Phone : +33 4 91 82 87 28   Email :  benoit.ballester@inserm.fr Email :  benoit.ballester@univ-amu.fr

 

References :

1. Stergachis,A.B., Haugen,E., Shafer,A., Fu,W., Vernot,B., Reynolds,A., Raubitschek,A., Ziegler,S., LeProust,E.M., Akey,J.M., et al. (2013) Exonic transcription factor binding directs codon choice and impacts protein evolution. Science (New York, N.Y.), 342, 1367.

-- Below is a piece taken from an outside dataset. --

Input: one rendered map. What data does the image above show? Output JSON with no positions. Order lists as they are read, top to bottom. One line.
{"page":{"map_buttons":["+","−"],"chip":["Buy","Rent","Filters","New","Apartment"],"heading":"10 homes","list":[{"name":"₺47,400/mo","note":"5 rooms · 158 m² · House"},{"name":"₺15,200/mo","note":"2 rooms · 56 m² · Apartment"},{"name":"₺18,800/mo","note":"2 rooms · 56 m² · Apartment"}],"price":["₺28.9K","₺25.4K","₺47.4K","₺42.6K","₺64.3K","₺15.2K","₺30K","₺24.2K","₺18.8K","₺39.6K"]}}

2. Khan,A.H., Lin,A. and Smith,D.J. (2012) Discovery and characterization of human exonic transcriptional regulatory elements. PLoS One, 7, e46098.

3. Hyder,S.M., Nawaz,Z., Chiappetta,C., Yokoyama,K. and Stancel,G.M. (1995) The protooncogene c-jun contains an unusual estrogen-inducible enhancer within the coding sequence. J Biol Chem, 270, 8506–8513.

4. Hammal,F., de Langen,P., Bergon,A., Lopez,F. and Ballester,B. (2022) ReMap 2022: a database of Human, Mouse, Drosophila and Arabidopsis regulatory regions from an integrative analysis of DNA-binding sequencing experiments. Nucleic Acids Research, 50, D316–D325.

5. Sullivan,A.M., Arsovski,A.A., Lempe,J., Bubb,K.L., Weirauch,M.T., Sabo,P.J., Sandstrom,R., Thurman,R.E., Neph,S., Reynolds,A.P., et al. (2014) Mapping and Dynamics of Regulatory DNA and Transcription Factor Networks in A. thaliana. Cell Reports, 8, 2015–2030.